Induction and augmentation of labour are common procedures within obstetric practice with various indications for mother and child. When contractions are stimulated by intravenous oxytocin, registration of the frequency of contractions is important for determination of the right dosage of medication. Uterine contractions can be monitored through the abdominal wall of the mother by using a small device that is placed on the skin using a belt to hold it in position, where the device measures changes in the shape of the uterus (external tocodynamometry (ET)), or by positioning an intrauterine pressure catheter inside the uterus next to the baby (internal tocodynamometry (IT)). Use of IT is only possible after rupture of the membranes and is an easy, painless procedure done during vaginal examination by the midwife or doctor in charge. During induction or augmentation of labour with intravenous oxytocin, some clinicians choose to monitor contractions with an IT rather than with ET. An intrauterine pressure catheter measures the contractions more accurately and could result in a better dosage of the oxytocin. This could, therefore, reduce the risk of hyperstimulation, for example too frequent contractions, and subsequently reduce the risk for fetal distress. Moreover with the modern central monitoring systems and the accurate registration with the use of IT there is no need for the caregivers to be physical present in the labour room to assess the frequency of contractions. However, besides higher costs of IT, insertion of an intrauterine catheter in the uterus of the mother has rare but potentially hazardous risks for both mother and child, like placental and fetal vessel damage.
The aim of this review was to compare the effectiveness of IT compared with ET. We included three randomised controlled studies (1945 women). The methodological quality of the studies was considered to be moderate. When comparing internal registration of contractions with external registration of contractions during induced or augmented labour, there were no differences in any of the outcomes for mother or child: adverse neonatal outcomes, instrumental deliveries, caesarean section, use of analgesia or time to delivery. No increased risk for infection was reported when an intrauterine catheter was used in these studies.
There is insufficient evidence to recommend the use of one form of tocodynamometry over another for women where intravenous oxytocin is administered for induction or augmentation of labour.
This review found no differences between the two types of monitoring (internal or external tocodynamometry) for any of the maternal or neonatal outcomes. Given that this review is based on three studies (N = 1945 women) of moderate quality, there is insufficient evidence to recommend the use of one form of tocodynamometry over another for women where intravenous oxytocin was administered for induction or augmentation of labour.
Uterine contractions can be registered by external tocodynamometry (ET) or, after rupture of the membranes, by internal tocodynamometry (IT). Monitoring of the frequency of contractions is important especially when intravenous oxytocin is used as excessive uterine activity (hyperstimulation or tachysystole) can cause fetal distress. During induction of labour as well as during augmentation with intravenous oxytocin, some clinicians choose to monitor frequency and strength of contractions with IT rather than with ET as an intrauterine pressure catheter measures intrauterine activity more accurately than an extra-abdominal tocodynamometry device. However, insertion of an intrauterine catheter has higher costs and also potential risks for mother and child.
To assess the effectiveness of IT compared with using ET when intravenous oxytocin is used for induction or augmentation of labour.
We searched the Cochrane Pregnancy and Childbirth Group's Trials Register (31 March 2013) and PubMed (1966 to 6 April 2013).
We included all published randomised controlled trials with data from women in whom IT was compared with ET in induced or augmented labour with oxytocin. We excluded trials that employed quasi-randomised methods of treatment allocation. We found no unpublished or ongoing studies on this subject.
Two review authors independently assessed trial eligibility and risk of bias, and independently extracted data. Data were checked for accuracy. Where necessary, we contacted study authors for additional information.
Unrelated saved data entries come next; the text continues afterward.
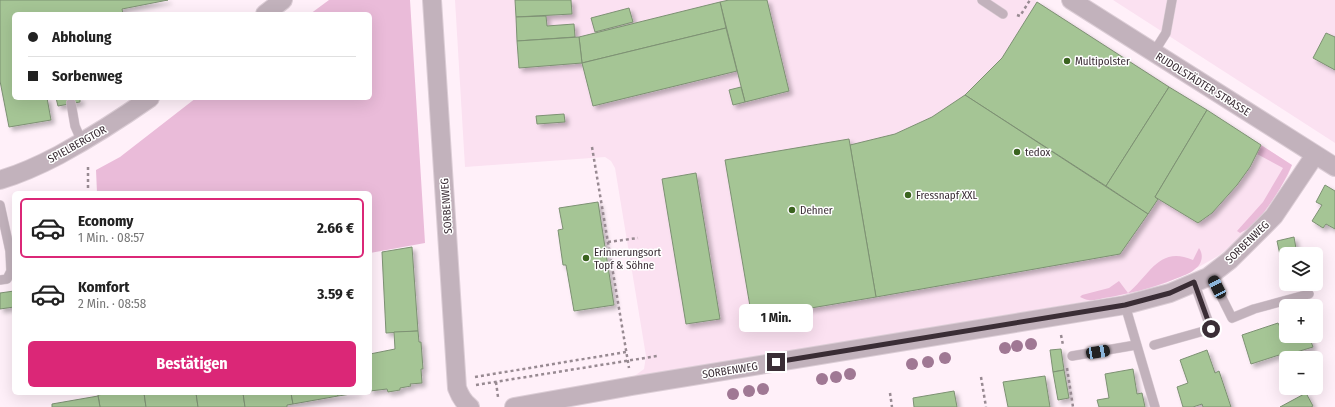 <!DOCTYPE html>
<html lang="de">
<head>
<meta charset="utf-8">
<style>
  :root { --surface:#fff; --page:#f2f2f2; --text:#222; --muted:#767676; --line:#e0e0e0; --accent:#db2777 }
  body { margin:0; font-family:"Fira Sans Condensed",sans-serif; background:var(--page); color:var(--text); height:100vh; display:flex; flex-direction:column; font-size:15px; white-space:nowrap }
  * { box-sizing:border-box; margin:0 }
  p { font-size:13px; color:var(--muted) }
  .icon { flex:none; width:22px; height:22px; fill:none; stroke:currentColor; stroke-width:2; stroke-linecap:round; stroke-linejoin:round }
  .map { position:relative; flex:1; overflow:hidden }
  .drawer { position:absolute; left:12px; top:191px; width:360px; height:204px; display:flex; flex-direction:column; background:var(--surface); border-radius:6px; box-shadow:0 4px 16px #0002 }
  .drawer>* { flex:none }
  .guide { position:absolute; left:12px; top:12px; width:360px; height:88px; border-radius:6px; box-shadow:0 4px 16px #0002; display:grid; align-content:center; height:88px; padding:0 16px; background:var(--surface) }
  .controls { position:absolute; left:1279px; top:247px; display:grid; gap:8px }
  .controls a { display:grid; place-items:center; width:44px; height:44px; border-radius:6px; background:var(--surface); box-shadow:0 4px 16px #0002; font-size:20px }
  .end { position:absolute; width:18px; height:18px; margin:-9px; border:5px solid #3a2d35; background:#fff; box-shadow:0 0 0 2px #fff }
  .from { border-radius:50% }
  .bubble { position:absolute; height:28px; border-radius:6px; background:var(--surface); box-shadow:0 4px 16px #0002; font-size:13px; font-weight:700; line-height:28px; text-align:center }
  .car { position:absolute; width:12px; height:24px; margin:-12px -6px; border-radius:5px; box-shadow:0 0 3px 1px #0007; background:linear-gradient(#222 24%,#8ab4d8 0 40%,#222 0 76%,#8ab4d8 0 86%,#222 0) }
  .guide b { display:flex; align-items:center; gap:14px; height:38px; font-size:15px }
  .guide b+b { border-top:1px solid var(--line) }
  .guide i { width:10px; height:10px; background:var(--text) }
  ul { padding:7px 0 0; list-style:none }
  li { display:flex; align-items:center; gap:12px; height:60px; margin:0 8px 6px; padding:0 8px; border:2px solid transparent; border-radius:6px }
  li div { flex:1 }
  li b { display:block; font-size:15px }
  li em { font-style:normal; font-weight:700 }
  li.active { border-color:var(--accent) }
  li>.icon { width:36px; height:36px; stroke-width:1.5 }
  .primary-button { display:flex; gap:8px; margin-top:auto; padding:8px 16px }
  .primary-button a { flex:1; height:46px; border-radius:6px; background:var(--accent); color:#fff; font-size:16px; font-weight:700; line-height:46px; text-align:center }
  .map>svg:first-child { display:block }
  .built { fill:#fbe1f1 }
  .green { fill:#eabbd9 }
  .building { fill:#a5c595; stroke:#7d9173; filter:url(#shadow) }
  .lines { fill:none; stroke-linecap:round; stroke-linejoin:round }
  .service-casing { stroke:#dccdd6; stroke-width:10 }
  .minor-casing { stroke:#dccdd6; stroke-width:20 }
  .path { stroke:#988a92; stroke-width:2.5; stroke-dasharray:3 3; stroke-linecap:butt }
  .service { stroke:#c2b2bc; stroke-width:9 }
  .minor { stroke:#c2b2bc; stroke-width:18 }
  .tree { fill:#a07894 }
  .route { stroke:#3a2d35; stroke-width:5 }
  .poi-dot { fill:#3a631f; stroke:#fff; stroke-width:1.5 }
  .labels { text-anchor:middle; stroke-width:3; stroke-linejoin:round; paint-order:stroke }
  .poi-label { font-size:11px; fill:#3a2d35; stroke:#fff; text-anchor:start }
  .street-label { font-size:11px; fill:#3a2d35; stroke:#fff }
</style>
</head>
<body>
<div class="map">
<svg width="1335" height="407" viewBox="0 0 1335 407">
  <defs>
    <filter id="shadow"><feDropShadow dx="3.5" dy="3.5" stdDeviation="2" flood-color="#0004"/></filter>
  </defs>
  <rect width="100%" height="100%" fill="#fff0f9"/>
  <g class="built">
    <polygon points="455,0 1035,0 1292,165 1288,176 1275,196 1250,228 1236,242 1218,256 1195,269 1166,283 1148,289 1113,297 633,377 644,369 646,356 615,168 611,161 605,157 465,167"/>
    <polygon points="1113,0 1335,0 1335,143 1332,141"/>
  </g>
  <g class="green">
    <polygon points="329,0 410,0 425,243 370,253 370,193 97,193 96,170 120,157 196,98 370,98 370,14 310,14"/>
    <path d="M 1261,145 L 1292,165 C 1284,184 1266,213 1251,227 C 1248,229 1243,231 1240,233 L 1237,231 L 1263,202 L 1283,168 L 1257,154 Z"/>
    <path d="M 1199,248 C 1204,255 1202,264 1195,269 C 1190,274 1182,276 1175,279 C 1152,288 1129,294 1104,298 C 1099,299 1093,301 1089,300 C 1086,300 1083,298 1080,297 L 1082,295 L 1109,288 L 1119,281 L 1128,293 C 1150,275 1159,245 1193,260 Z"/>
  </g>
  <g class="building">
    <polygon points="0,0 168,0 122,9 123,14 14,14 14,98 47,98 51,120 9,127 0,81"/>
    <polygon points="515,0 571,0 572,14 516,17"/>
    <polygon points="729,0 767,0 789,91 745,102 720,2"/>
    <polygon points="720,2 726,28 582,63 579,37"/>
    <polygon points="1037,2 1169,87 1106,186 965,95 1002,58"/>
    <polygon points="629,8 633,22 595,32 591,18"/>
    <polygon points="546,16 547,26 574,24 575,37 517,41 516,17"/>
    <polygon points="726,28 737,71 593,106 582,63"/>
    <polygon points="1326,33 1335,37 1335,70 1313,58"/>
    <polygon points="579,37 582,63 519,68 517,41"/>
    <polygon points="741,87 745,102 733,105 729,90"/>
    <polygon points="1169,87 1207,110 1155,197 1158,199 1148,214 1106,186"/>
    <polygon points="965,95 1148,214 1120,254 876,297 850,145 895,134 932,117"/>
    <polygon points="56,98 80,98 80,102 58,106"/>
    <polygon points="1207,110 1261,145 1250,167 1237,185 1212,213 1198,223 1155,197"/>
    <polygon points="564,114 565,122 537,124 536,116"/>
    <polygon points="849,139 876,297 752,318 725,160"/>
    <polygon points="696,173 720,319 686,324 662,179"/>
    <polygon points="1325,185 1335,191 1335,229 1326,224 1323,228 1312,221 1322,205 1316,202"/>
    <polygon points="598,202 614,305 574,311 566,265 563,265 558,230 563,229 559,208"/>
    <polygon points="1294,237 1297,254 1286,254 1286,269 1283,269 1277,241"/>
    <polygon points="412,247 418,331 386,333 382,252"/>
    <polygon points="14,291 14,307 0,309 0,293"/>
    <polygon points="1278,323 1280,327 1286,325 1286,336 1309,336 1313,347 1280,357 1279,355 1251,364 1242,335"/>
    <polygon points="418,331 419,342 421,342 423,369 421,369 422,383 410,384 411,386 400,388 400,390 388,392 387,389 370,391 370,354 395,349 394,332"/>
    <polygon points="1061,349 1064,370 1053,372 1050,350"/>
    <polygon points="1207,350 1215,373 1219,371 1231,407 1203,407 1202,404 1193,407 1183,407 1177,387 1188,383 1180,360"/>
    <polygon points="1133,369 1137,394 1142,393 1145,407 1099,407 1097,400 1109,398 1105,374"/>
    <polygon points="1064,370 1069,398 1058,400 1053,372"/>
    <polygon points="1045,376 1050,407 1008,407 1003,382"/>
    <polygon points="954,391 957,407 914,407 913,398"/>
    <polygon points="110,393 144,393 146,407 100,407 98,395"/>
    <polygon points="144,393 196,393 198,407 146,407"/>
    <polygon points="196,393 243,393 245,407 198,407"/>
    <polygon points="243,393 291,393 293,404 287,405 287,407 245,407"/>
    <polygon points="291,393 337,393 338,396 293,404"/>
    <polygon points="337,393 358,393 338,396"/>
    <polygon points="1306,393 1313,406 1311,407 1280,407"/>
    <polygon points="98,396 100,407 52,407 52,404"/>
  </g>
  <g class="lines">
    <defs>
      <g id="service">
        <polyline points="982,0 1003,14"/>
        <polyline points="1154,52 1166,33 1172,0"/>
        <polyline points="71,103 75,126 82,142"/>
        <polyline points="0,205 10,251 11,271 7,279 0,280"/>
        <polyline points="1210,274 1232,318 1254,309 1309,294"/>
        <polyline points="1125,305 1155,407"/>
        <polyline points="1154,345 1211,329 1194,282"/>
        <polyline points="1072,356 1136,345"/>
      </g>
      <g id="minor">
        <path d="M 432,0 L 457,388 C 460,396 463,402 470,407"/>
        <polyline points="1071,0 1335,167"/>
        <polyline points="265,14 283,0"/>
        <path d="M 0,180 C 20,174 40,165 59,155 C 90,138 120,119 150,98"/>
        <polyline points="514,407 632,386 1125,305 1170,293 1208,277 1230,260 1274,216 1315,155"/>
      </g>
    </defs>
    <use href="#service" class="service-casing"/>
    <use href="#minor" class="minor-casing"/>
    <g class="path">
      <polyline points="1017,15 1020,16 1030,0"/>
      <polyline points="592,147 629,368"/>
      <polyline points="88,167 88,193"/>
      <polyline points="608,242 638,238"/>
      <polyline points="1061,335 1063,345"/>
      <polyline points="1067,368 1073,407"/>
      <polyline points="475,377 626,352"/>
      <polyline points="981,377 986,407"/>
      <polyline points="496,382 498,397"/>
      <polyline points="476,385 657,356"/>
      <polyline points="890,393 892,407"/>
    </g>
    <use href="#service" class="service"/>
    <use href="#minor" class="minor"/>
  </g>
  <g class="tree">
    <circle cx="1031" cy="344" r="6"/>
    <circle cx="1017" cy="346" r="6"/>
    <circle cx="1005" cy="348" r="6"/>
    <circle cx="945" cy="358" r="6"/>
    <circle cx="928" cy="362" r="6"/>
    <circle cx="912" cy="364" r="6"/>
    <circle cx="850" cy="374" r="6"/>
    <circle cx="836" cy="377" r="6"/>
    <circle cx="822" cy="379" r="6"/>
    <circle cx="763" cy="389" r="6"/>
    <circle cx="749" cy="391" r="6"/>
    <circle cx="733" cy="394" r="6"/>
  </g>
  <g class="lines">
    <polyline class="route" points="776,362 1125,305 1170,293 1194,282 1211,329"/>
  </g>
  <g class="poi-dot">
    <circle cx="1067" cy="61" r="4"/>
    <circle cx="1017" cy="152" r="4"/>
    <circle cx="908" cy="195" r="4"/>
    <circle cx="792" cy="210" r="4"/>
    <circle cx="586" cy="258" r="4"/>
  </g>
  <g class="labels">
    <g class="poi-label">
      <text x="1075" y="65">Multipolster</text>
      <text x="1025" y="156">tedox</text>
      <text x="916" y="199">Fressnapf XXL</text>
      <text x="800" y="214">Dehner</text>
      <text x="594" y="256">Erinnerungsort<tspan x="594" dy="13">Topf &amp; Söhne</tspan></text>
    </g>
    <g class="street-label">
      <text transform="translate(1203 84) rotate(32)" y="4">RUDOLSTÄDTER STRASSE</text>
      <text transform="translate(77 144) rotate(-29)" y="4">SPIELBERGTOR</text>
      <text transform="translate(446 206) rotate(-94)" y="4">SORBENWEG</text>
      <text transform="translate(1247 242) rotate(-44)" y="4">SORBENWEG</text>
      <text transform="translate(730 370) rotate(-9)" y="4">SORBENWEG</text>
    </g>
  </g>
</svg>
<div class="controls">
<a><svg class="icon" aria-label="layers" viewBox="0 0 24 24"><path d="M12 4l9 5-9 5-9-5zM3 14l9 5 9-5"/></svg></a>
<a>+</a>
<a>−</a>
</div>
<i class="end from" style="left:1211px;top:329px"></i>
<i class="end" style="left:776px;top:362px"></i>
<div class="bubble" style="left:739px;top:304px;width:74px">1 Min.</div>
<i class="car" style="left:1217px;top:287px;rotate:333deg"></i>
<i class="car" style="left:1098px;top:352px;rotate:80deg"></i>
<div class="guide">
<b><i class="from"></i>Abholung</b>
<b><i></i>Sorbenweg</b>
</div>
<section class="drawer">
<ul>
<li class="active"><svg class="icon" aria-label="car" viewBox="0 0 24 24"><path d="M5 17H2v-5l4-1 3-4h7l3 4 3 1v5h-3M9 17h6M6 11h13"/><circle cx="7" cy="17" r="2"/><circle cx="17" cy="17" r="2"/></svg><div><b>Economy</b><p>1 Min. · 08:57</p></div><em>2.66 €</em></li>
<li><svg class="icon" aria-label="car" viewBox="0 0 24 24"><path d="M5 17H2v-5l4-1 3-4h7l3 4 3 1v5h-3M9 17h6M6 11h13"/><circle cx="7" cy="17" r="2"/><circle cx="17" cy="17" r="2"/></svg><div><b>Komfort</b><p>2 Min. · 08:58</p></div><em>3.59 €</em></li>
</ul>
<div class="primary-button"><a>Bestätigen</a></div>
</section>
</div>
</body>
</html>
Three studies involving a total of 1945 women were included. Overall, risk of bias across the three trials was mixed. No serious complications were reported in the trials and no neonatal or maternal deaths occurred. The neonatal outcome was not statistically different between groups: Apgar score less than seven at five minutes (RR 1.78, 95% CI 0.83 to 3.83; three studies, n = 1945); umbilical artery pH less than 7.15 (RR 1.31, 95% CI 0.95 to 1.79; one study, n = 1456); umbilical artery pH less than 7.16 (RR 1.23, 95% CI 0.39 to 3.92; one study, n = 239); admission to the neonatal intensive care unit (RR 0.34, 95% CI 0.07 to 1.67; two studies, n = 489); and more than 48 hours hospitalisation (RR 0.92, 95% CI 0.71 to 1.20; one study, n = 1456). The pooled risk for instrumental delivery (including caesarean section, ventouse and forceps extraction) was not statistically significantly different (RR 1.05, 95% CI 0.91 to 1.21; three studies, n = 1945). Hyperstimulation was reported in two studies (n = 489), but there was no statistically significant difference between groups (RR 1.21, 95% CI 0.78 to 1.88).